The increased risk of cardiovascular disease is an important cause of diabetes (Fiorentino et al., 2013). All mitochondrial genomes of the maternal relatives of T2DM subjects aged 28–71 years with an average age of 43 years were screened by PCR-Sanger sequencing. Analysis and research found that both families have ND1 T3394C mutations, as well as multiple sets of mutations in Y2 and M9a in the mitochondrial haplogroup. The m.T3394C mutation on the tyrosine at position 30 of ND1 may lead to the failure of ND1 mRNA metabolism, leading to mitochondrial dysfunction.
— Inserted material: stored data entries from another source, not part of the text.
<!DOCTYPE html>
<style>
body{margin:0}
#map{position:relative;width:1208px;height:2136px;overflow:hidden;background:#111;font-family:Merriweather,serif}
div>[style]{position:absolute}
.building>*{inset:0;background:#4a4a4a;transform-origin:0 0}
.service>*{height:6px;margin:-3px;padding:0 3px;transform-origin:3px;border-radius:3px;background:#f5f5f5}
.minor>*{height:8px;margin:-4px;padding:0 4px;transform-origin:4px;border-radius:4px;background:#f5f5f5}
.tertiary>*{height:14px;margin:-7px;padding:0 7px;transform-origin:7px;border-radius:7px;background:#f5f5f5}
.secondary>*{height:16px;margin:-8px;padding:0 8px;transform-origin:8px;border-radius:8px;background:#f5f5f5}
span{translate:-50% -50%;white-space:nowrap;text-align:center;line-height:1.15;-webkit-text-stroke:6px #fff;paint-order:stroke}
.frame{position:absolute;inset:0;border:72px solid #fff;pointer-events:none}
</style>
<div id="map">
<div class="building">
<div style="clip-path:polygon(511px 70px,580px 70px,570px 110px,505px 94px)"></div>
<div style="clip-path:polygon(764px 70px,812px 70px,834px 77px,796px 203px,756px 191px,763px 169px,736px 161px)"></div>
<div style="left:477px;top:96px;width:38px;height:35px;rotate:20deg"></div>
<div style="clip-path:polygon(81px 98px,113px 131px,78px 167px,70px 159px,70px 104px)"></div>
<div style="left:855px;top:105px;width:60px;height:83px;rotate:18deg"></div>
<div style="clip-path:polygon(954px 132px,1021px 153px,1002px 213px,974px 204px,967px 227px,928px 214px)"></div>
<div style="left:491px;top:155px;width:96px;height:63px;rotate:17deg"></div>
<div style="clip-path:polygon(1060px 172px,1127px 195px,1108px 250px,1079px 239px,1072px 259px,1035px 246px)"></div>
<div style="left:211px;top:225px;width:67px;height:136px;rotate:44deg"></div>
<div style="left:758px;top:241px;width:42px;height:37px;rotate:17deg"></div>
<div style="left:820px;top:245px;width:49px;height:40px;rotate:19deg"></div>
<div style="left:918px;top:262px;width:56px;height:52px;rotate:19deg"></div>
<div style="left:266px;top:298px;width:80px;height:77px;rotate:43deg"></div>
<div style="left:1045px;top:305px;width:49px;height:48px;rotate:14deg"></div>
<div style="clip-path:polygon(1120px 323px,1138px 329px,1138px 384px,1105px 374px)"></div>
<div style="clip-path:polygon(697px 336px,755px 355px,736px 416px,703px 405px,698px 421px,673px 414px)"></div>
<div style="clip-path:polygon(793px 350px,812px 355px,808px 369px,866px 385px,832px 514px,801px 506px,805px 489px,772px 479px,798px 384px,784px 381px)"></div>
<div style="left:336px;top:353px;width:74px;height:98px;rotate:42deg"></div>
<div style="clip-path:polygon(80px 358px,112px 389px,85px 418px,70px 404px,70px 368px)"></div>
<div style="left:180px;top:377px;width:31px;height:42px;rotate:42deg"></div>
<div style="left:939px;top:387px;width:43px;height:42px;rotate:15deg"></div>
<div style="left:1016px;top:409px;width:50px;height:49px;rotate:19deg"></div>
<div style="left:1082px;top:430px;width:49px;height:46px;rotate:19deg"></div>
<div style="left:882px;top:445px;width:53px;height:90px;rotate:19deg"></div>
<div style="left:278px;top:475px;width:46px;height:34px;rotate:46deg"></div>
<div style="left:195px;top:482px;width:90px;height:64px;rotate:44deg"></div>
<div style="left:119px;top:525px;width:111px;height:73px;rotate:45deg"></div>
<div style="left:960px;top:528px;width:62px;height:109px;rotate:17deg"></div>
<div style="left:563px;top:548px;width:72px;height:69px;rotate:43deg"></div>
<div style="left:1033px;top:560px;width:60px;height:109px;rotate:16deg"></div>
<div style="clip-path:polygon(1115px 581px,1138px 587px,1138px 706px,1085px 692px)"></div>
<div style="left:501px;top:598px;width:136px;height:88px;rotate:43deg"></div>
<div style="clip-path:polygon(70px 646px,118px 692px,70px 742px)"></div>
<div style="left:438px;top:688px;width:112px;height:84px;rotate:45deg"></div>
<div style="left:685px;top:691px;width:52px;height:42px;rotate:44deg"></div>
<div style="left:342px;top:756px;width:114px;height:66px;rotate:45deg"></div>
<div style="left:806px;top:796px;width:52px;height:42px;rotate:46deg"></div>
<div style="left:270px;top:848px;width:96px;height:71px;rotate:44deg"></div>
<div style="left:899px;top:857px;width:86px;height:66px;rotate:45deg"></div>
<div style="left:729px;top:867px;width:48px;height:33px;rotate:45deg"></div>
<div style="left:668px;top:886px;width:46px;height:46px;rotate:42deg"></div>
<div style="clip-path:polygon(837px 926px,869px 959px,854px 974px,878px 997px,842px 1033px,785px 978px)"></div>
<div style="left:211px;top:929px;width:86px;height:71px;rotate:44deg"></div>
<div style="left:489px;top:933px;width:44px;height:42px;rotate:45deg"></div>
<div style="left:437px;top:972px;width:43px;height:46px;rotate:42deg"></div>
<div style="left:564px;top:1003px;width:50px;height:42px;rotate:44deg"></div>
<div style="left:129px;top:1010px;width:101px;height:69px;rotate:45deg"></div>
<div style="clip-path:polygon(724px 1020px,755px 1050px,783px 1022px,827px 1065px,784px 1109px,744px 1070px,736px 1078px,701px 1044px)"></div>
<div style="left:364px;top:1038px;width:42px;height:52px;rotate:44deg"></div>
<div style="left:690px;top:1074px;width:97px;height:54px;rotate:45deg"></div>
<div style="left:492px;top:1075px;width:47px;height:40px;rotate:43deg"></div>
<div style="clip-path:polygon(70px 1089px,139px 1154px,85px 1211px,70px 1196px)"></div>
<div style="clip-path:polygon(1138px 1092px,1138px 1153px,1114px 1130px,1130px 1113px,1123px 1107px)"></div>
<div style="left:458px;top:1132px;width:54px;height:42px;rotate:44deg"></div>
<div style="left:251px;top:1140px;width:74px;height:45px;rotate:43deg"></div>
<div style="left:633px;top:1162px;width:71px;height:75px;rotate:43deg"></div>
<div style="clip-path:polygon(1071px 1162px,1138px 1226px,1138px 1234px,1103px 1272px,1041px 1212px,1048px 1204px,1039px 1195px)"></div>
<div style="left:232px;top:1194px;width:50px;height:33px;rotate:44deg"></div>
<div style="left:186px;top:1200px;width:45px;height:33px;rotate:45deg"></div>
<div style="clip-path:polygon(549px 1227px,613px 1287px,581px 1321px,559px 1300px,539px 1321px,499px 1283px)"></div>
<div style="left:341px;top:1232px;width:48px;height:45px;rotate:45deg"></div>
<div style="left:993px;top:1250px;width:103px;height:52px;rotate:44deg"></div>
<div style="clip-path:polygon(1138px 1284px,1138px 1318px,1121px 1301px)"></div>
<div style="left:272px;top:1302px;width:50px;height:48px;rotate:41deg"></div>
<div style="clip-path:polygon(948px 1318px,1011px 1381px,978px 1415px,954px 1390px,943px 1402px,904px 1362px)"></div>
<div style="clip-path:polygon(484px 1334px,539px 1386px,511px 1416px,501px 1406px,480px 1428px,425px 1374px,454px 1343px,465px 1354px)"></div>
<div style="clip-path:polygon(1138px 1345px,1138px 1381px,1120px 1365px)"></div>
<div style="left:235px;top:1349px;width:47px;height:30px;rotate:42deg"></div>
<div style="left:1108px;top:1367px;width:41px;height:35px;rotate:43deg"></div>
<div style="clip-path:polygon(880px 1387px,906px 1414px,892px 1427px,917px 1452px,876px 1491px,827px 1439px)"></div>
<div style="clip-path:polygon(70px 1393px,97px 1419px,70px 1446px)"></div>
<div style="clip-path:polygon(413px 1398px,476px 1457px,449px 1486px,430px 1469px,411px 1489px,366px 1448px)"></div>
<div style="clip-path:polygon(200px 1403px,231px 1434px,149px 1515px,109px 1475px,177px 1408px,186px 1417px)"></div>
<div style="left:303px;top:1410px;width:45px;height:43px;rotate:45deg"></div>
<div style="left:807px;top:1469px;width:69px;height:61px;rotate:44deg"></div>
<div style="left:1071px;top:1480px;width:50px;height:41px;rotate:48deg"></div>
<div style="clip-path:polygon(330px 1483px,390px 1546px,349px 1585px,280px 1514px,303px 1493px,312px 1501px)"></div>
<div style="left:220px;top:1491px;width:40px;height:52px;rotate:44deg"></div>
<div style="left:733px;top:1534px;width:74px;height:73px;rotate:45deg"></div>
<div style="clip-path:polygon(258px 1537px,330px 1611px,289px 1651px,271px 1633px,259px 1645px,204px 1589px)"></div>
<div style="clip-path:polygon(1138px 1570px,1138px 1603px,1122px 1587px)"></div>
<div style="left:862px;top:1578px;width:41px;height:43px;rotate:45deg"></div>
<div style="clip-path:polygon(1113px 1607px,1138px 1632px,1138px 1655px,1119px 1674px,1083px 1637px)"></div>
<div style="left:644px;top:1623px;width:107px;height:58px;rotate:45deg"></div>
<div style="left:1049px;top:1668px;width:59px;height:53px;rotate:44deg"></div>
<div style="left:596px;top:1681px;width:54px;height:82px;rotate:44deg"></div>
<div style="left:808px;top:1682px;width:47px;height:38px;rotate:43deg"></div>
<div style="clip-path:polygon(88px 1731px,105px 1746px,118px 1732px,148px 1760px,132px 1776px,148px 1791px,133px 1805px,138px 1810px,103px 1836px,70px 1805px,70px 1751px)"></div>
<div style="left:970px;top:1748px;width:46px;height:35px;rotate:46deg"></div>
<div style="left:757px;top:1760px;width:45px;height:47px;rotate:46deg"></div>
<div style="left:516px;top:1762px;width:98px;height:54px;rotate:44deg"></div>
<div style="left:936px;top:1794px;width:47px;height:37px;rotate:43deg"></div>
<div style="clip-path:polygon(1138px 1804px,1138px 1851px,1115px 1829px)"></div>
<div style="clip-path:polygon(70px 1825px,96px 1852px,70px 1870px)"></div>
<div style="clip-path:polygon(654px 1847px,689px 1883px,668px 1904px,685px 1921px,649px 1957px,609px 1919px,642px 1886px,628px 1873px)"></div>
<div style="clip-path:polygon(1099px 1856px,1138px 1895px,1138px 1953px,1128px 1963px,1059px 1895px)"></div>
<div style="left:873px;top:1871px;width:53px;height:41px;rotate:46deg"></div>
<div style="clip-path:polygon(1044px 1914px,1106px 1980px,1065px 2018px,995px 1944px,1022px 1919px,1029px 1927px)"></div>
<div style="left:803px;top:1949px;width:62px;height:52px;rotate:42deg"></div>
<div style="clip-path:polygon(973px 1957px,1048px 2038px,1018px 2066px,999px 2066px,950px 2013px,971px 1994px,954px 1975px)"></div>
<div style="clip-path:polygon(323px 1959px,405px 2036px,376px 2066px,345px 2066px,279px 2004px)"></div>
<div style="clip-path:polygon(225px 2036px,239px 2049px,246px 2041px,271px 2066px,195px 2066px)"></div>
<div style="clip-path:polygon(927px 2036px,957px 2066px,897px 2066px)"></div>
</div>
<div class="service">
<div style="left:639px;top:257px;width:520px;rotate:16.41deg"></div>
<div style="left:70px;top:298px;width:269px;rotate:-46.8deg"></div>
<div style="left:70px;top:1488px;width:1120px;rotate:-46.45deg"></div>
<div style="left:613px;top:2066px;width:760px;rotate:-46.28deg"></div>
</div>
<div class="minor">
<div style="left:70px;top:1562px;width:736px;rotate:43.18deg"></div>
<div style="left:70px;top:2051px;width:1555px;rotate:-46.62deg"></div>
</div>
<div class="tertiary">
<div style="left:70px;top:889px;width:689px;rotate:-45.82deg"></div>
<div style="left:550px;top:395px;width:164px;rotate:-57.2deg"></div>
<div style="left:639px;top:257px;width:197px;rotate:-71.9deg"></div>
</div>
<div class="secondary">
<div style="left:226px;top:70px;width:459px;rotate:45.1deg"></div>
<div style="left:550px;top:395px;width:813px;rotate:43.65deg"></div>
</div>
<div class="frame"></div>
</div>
The m.A14693G mutation in the TΨC-loop of tRNAGlu is critical to the formation and stability of the tRNA structure, its mutation may cause tRNA metabolism disorder, thereby aggravating the mitochondrial dysfunction caused by the ND1 T3394C mutation (You et al., 2022). There is another group of studies on the clinical, genetic and biochemical characteristics of the maternal genetic lineage of T2DM in China. Through PCR and direct sequencing analysis, it was found that there are two potential pathogenic mutations in ND1 and ND2. The level of reactive oxygen species in T2DM patients with both m.T4216C and m.C5178A mutations was significantly increased (p < 0.05). In addition, plasma levels of malondialdehyde and 8- hydroxydeoxyguanosine in patients with T2DM were significantly increased, and the level of superoxide dismutase was decreased (p < 0.05). In summary, ND1 T4216C and ND2 C5178A mutations may cause oxidative stress, impair mitochondrial function, and cause the pathogenesis of T2DM (Jiang et al., 2021).
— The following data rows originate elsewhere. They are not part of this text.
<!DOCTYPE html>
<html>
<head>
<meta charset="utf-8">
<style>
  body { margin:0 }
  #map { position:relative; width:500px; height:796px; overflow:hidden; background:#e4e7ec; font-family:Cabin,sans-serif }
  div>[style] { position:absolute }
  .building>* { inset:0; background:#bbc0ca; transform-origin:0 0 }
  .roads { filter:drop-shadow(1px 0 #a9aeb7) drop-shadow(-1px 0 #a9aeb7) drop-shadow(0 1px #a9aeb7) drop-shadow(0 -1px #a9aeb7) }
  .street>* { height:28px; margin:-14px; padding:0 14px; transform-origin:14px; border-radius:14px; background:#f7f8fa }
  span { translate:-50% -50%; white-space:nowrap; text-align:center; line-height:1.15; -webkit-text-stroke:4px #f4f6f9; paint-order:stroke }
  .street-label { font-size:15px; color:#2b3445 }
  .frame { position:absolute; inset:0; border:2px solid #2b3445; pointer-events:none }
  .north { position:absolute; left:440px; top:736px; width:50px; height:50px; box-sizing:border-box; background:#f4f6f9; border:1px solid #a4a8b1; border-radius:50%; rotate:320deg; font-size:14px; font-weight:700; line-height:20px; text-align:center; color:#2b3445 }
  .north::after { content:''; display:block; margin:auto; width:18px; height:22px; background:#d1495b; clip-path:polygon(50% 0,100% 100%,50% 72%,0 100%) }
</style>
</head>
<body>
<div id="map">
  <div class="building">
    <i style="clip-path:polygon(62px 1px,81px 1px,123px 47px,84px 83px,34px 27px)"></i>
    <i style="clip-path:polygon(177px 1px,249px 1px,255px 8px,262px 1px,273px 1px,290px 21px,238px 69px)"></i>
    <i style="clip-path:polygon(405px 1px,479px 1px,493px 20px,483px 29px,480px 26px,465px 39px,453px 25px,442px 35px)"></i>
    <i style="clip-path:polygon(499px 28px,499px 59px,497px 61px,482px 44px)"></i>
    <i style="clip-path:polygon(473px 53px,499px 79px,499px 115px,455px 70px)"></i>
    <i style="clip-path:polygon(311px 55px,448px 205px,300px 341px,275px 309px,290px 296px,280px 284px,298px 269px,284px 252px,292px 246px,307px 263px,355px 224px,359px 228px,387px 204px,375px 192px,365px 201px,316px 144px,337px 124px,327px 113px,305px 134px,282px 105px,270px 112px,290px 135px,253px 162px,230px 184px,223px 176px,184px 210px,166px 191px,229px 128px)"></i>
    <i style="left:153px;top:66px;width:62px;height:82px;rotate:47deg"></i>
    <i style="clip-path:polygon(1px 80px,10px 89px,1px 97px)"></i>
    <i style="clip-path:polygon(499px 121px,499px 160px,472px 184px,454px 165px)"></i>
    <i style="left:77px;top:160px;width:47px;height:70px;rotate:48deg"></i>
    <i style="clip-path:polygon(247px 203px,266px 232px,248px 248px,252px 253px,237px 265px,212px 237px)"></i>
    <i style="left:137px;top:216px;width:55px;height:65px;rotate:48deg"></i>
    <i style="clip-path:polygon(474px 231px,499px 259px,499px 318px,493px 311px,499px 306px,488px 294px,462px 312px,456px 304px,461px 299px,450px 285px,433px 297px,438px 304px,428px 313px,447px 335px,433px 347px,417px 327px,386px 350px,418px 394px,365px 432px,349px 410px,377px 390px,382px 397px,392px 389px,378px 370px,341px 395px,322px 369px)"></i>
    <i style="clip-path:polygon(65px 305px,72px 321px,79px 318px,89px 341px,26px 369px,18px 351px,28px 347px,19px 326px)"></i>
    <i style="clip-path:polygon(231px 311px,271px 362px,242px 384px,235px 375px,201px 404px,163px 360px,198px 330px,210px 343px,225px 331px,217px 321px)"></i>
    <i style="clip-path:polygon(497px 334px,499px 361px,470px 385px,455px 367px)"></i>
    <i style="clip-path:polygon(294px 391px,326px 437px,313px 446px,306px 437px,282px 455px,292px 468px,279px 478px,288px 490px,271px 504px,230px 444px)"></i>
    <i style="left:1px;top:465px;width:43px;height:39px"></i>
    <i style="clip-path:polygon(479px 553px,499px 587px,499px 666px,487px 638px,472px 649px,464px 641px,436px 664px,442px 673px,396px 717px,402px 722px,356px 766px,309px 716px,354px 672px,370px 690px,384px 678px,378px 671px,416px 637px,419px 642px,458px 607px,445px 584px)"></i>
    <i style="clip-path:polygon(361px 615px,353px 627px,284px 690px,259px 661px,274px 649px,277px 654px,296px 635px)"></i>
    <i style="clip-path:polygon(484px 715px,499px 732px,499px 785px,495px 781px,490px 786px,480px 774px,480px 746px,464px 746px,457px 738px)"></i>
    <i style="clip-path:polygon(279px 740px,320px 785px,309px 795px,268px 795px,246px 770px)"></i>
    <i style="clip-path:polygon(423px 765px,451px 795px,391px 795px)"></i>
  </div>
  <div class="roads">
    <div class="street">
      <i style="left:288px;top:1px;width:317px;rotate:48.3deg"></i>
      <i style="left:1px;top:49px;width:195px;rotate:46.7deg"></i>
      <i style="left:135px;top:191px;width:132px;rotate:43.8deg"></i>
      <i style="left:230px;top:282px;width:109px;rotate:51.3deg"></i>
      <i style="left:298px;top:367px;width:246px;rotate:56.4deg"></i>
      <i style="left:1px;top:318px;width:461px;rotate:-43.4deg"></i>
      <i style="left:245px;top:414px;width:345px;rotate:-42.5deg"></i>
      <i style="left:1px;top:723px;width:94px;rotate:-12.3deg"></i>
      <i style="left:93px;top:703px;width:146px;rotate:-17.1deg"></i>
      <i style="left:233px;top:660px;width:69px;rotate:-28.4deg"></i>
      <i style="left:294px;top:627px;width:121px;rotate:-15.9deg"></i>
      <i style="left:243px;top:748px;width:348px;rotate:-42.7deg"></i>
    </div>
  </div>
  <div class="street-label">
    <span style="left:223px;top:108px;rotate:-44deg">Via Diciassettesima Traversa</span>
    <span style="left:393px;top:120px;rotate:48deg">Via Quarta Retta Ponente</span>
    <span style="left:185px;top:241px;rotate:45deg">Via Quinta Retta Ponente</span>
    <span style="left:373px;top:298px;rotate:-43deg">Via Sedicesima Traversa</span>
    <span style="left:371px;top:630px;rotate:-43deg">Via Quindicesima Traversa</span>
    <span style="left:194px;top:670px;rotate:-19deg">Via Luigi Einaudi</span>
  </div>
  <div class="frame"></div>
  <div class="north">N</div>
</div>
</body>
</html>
Studies have shown that increased production of reactive oxygen species may be the cause of obesity and hyperglycemia. The experiment found that four new mutations were found in the mitochondrial genes of ND1, ATPase 8, ND5 and Cyt b of the subject: W121 (1)G (3667T>G), M42 (2)T (8490T>C), V290 (1)I (13204G>A) and V170 (3)V (15256A>G). Using silicon analysis to analyze mutations in the structure and function of these proteins. The study found that the mutation of ATPase 8 (T8490C) neither changed its secondary structure nor its function. Because the new suspected pathogenic mutation was not present in 105 race-matched controls, ATPase 8 is not a causative factor. However, the synergistic activity of Cyt b, ATPase 8, ND1 and ND5 genes may be a factor of secondary complications in patients with chronic T2D. It is also the cause of hypertension and hyperlipidemia (Elango et al., 2014). Studies induced chronic T2DM (cT2DM) model by intraperitoneal injection of STZ (35 mg/kg) after 6 weeks of a high-fat and high-sugar diet. H&E staining was used to observe the morphological damage of rat hippocampus. The expression of inflammatory mediators (COX-2, TNF-α, IL-1β) and oxidative stress indicators (MDA, p22phox) in the brain tissue of cT2DM rats is increased, and studies have evaluated homozygous, heterozygous, dominant and recessive models, COX2 in 3′-UTR may contribute to the etiology of T2DM or adjust its risk. Therefore, increased COX2 may be associated with T2DM (Ozbayer et al., 2018; Xie et al., 2018). The last group of through direct sequencing of PCR fragments of a 14-year-old index male hypertrophic cardiomyopathy (hCMP) patient, it was found that m.14757T> a, m.15236A>G, m.15314G> a resulted in amino acid residues in the Cyt b gene replace, Cyt b is very likely to be related to cardiomyopathy (Zarrouk-Mahjoub et al., 2015). The 3697G>A mutation can cause to isolated severe complex I defects, leading to lactic acidosis, central nervous system dysfunction and other metabolic syndromes (Zhong et al., 2019). Modification of proteins encoded by mtDNA is still a technical bottleneck at present. It is expected that the continuous progress of mitochondrial gene editing technology can provide a new breakthrough for the treatment of metabolic diseases by targeting mtDNA encoding proteins.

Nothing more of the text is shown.